== Exercise description ==
Could you reproduce the entries exactly, omitting every picture?

(Collected data)
%%

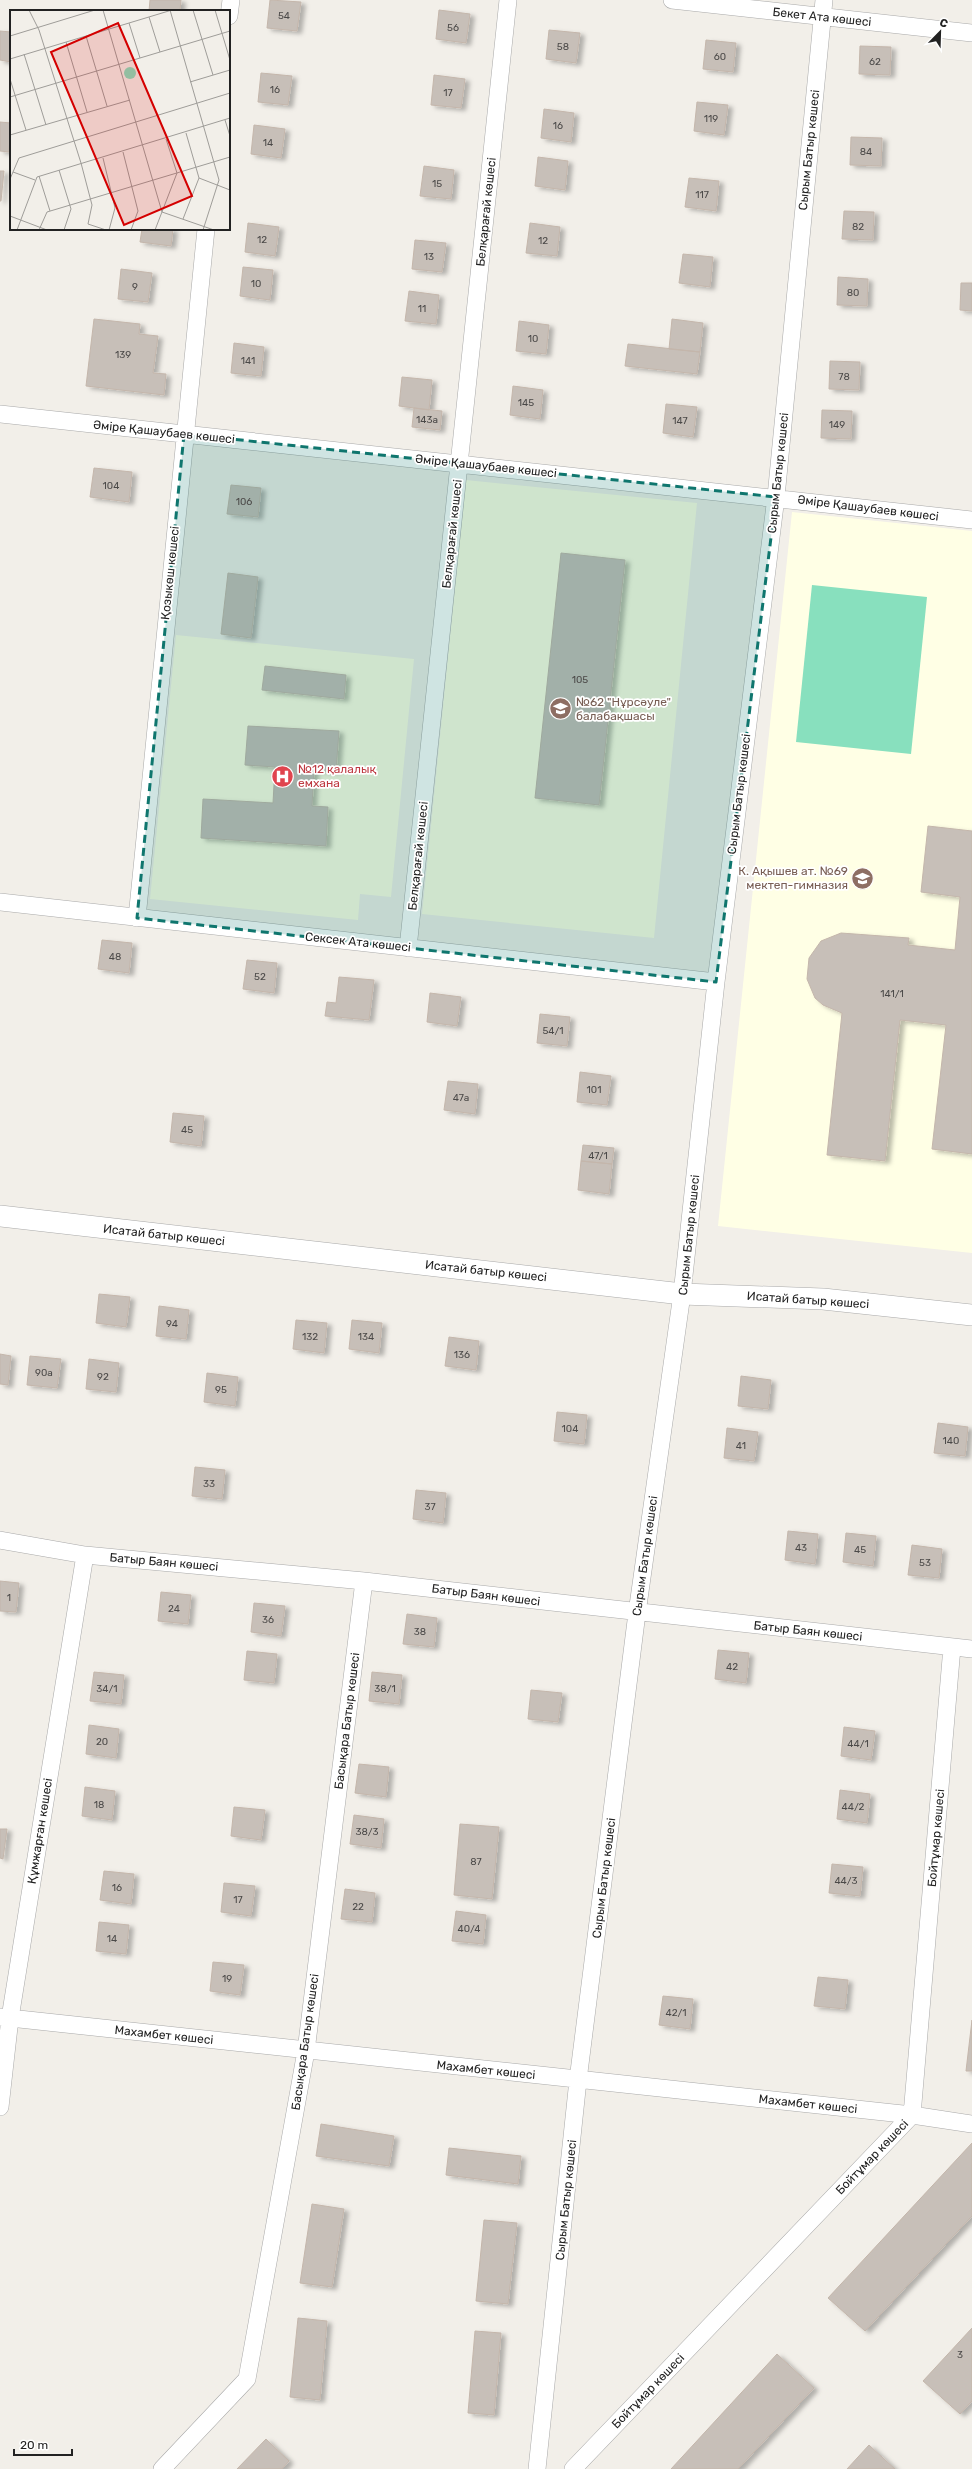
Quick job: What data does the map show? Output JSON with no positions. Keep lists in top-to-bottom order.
{
  "streets": {
    "street": [
      "Бекет Ата көшесі",
      "Сырым Батыр көшесі",
      "Белқарағай көшесі",
      "Әміре Қашаубаев көшесі",
      "Қозыкөш көшесі",
      "Сексек Ата көшесі",
      "Исатай батыр көшесі",
      "Батыр Баян көшесі",
      "Басықара Батыр көшесі",
      "Құмжарған көшесі",
      "Бойтұмар көшесі",
      "Махамбет көшесі"
    ]
  },
  "crossings": [
    ["Бекет Ата көшесі", "Сырым Батыр көшесі"],
    ["Сырым Батыр көшесі", "Әміре Қашаубаев көшесі"],
    ["Сырым Батыр көшесі", "Сексек Ата көшесі"],
    ["Сырым Батыр көшесі", "Исатай батыр көшесі"],
    ["Сырым Батыр көшесі", "Батыр Баян көшесі"],
    ["Сырым Батыр көшесі", "Махамбет көшесі"],
    ["Белқарағай көшесі", "Әміре Қашаубаев көшесі"],
    ["Белқарағай көшесі", "Сексек Ата көшесі"],
    ["Әміре Қашаубаев көшесі", "Қозыкөш көшесі"],
    ["Қозыкөш көшесі", "Сексек Ата көшесі"],
    ["Батыр Баян көшесі", "Басықара Батыр көшесі"],
    ["Батыр Баян көшесі", "Құмжарған көшесі"],
    ["Батыр Баян көшесі", "Бойтұмар көшесі"],
    ["Басықара Батыр көшесі", "Махамбет көшесі"],
    ["Құмжарған көшесі", "Махамбет көшесі"],
    ["Бойтұмар көшесі", "Махамбет көшесі"]
  ],
  "places": {
    "school or university": ["№62 \"Нұрсәуле\" балабақшасы", "К. Ақышев ат. №69 мектеп-гимназия"],
    "hospital": ["№12 қалалық емхана"]
  },
  "house_numbers": [
    "54",
    "56",
    "58",
    "60",
    "62",
    "16",
    "17",
    "119",
    "16",
    "14",
    "84",
    "15",
    "117",
    "82",
    "12",
    "12",
    "13",
    "10",
    "9",
    "80",
    "11",
    "10",
    "139",
    "141",
    "78",
    "145",
    "143а",
    "147",
    "149",
    "104",
    "106",
    "105",
    "48",
    "52",
    "141/1",
    "54/1",
    "101",
    "47а",
    "45",
    "47/1",
    "94",
    "132",
    "134",
    "136",
    "90а",
    "92",
    "95",
    "104",
    "140",
    "41",
    "33",
    "37",
    "43",
    "45",
    "53",
    "1",
    "24",
    "36",
    "38",
    "42",
    "34/1",
    "38/1",
    "20",
    "44/1",
    "18",
    "44/2",
    "38/3",
    "87",
    "44/3",
    "16",
    "17",
    "22",
    "40/4",
    "14",
    "19",
    "42/1",
    "3"
  ],
  "scale_bar": "20 m",
  "north": "top right"
}
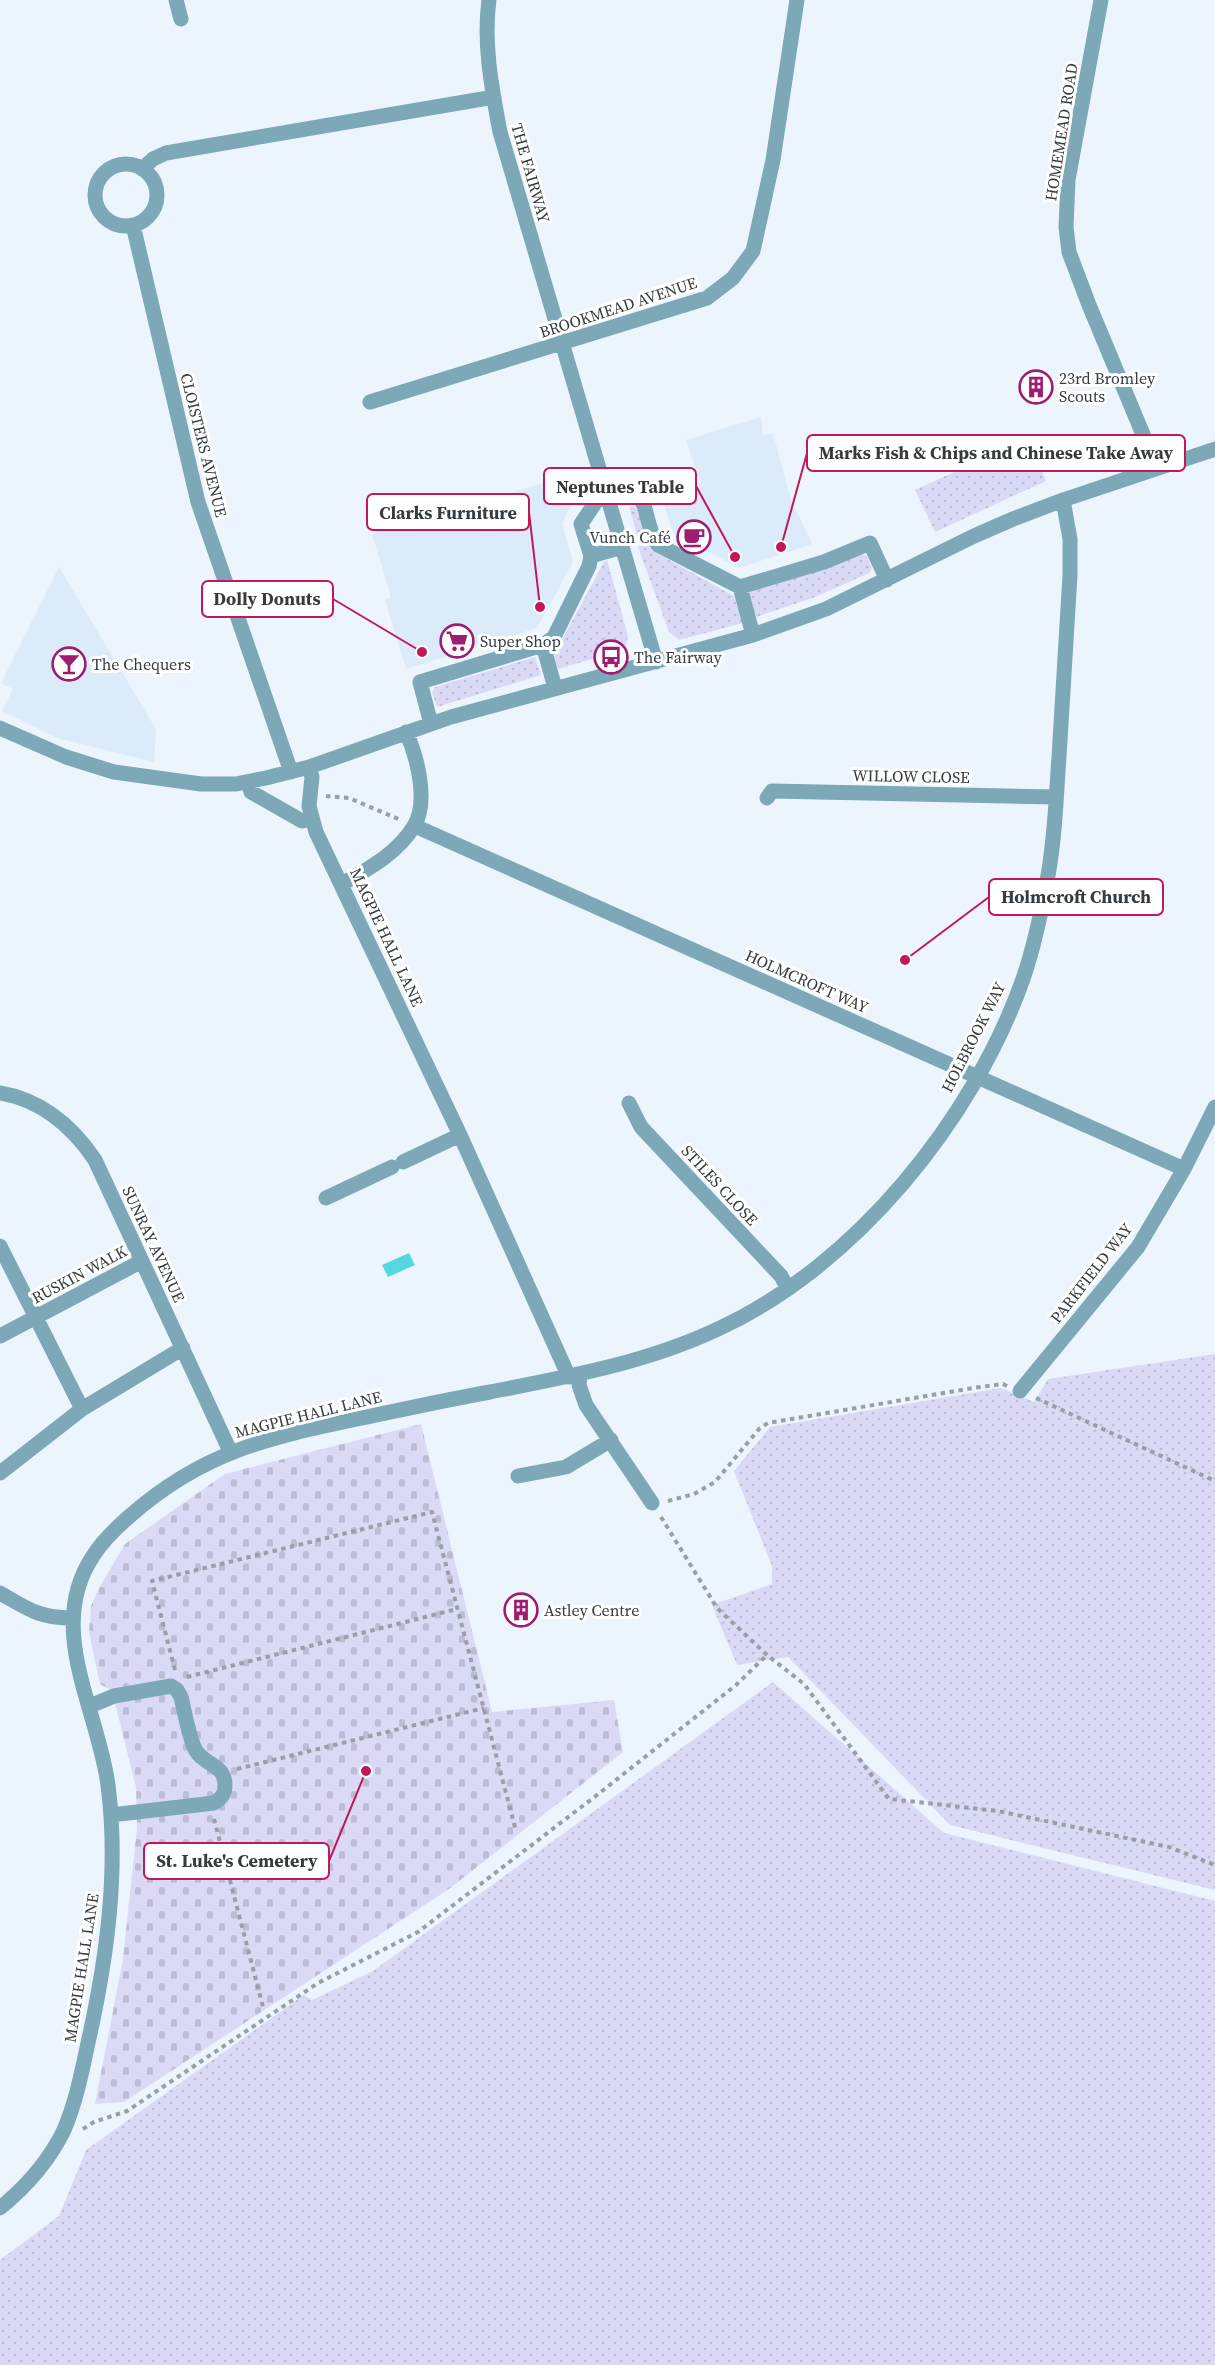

%%

== Solution to the exercise ==
Quick job: What data does the map show? Output JSON with no positions. Keep lists in top-to-bottom order.
{
  "streets": {
    "street": [
      "Бекет Ата көшесі",
      "Сырым Батыр көшесі",
      "Белқарағай көшесі",
      "Әміре Қашаубаев көшесі",
      "Қозыкөш көшесі",
      "Сексек Ата көшесі",
      "Исатай батыр көшесі",
      "Батыр Баян көшесі",
      "Басықара Батыр көшесі",
      "Құмжарған көшесі",
      "Бойтұмар көшесі",
      "Махамбет көшесі"
    ]
  },
  "crossings": [
    ["Бекет Ата көшесі", "Сырым Батыр көшесі"],
    ["Сырым Батыр көшесі", "Әміре Қашаубаев көшесі"],
    ["Сырым Батыр көшесі", "Сексек Ата көшесі"],
    ["Сырым Батыр көшесі", "Исатай батыр көшесі"],
    ["Сырым Батыр көшесі", "Батыр Баян көшесі"],
    ["Сырым Батыр көшесі", "Махамбет көшесі"],
    ["Белқарағай көшесі", "Әміре Қашаубаев көшесі"],
    ["Белқарағай көшесі", "Сексек Ата көшесі"],
    ["Әміре Қашаубаев көшесі", "Қозыкөш көшесі"],
    ["Қозыкөш көшесі", "Сексек Ата көшесі"],
    ["Батыр Баян көшесі", "Басықара Батыр көшесі"],
    ["Батыр Баян көшесі", "Құмжарған көшесі"],
    ["Батыр Баян көшесі", "Бойтұмар көшесі"],
    ["Басықара Батыр көшесі", "Махамбет көшесі"],
    ["Құмжарған көшесі", "Махамбет көшесі"],
    ["Бойтұмар көшесі", "Махамбет көшесі"]
  ],
  "places": {
    "school or university": ["№62 \"Нұрсәуле\" балабақшасы", "К. Ақышев ат. №69 мектеп-гимназия"],
    "hospital": ["№12 қалалық емхана"]
  },
  "house_numbers": [
    "54",
    "56",
    "58",
    "60",
    "62",
    "16",
    "17",
    "119",
    "16",
    "14",
    "84",
    "15",
    "117",
    "82",
    "12",
    "12",
    "13",
    "10",
    "9",
    "80",
    "11",
    "10",
    "139",
    "141",
    "78",
    "145",
    "143а",
    "147",
    "149",
    "104",
    "106",
    "105",
    "48",
    "52",
    "141/1",
    "54/1",
    "101",
    "47а",
    "45",
    "47/1",
    "94",
    "132",
    "134",
    "136",
    "90а",
    "92",
    "95",
    "104",
    "140",
    "41",
    "33",
    "37",
    "43",
    "45",
    "53",
    "1",
    "24",
    "36",
    "38",
    "42",
    "34/1",
    "38/1",
    "20",
    "44/1",
    "18",
    "44/2",
    "38/3",
    "87",
    "44/3",
    "16",
    "17",
    "22",
    "40/4",
    "14",
    "19",
    "42/1",
    "3"
  ],
  "scale_bar": "20 m",
  "north": "top right"
}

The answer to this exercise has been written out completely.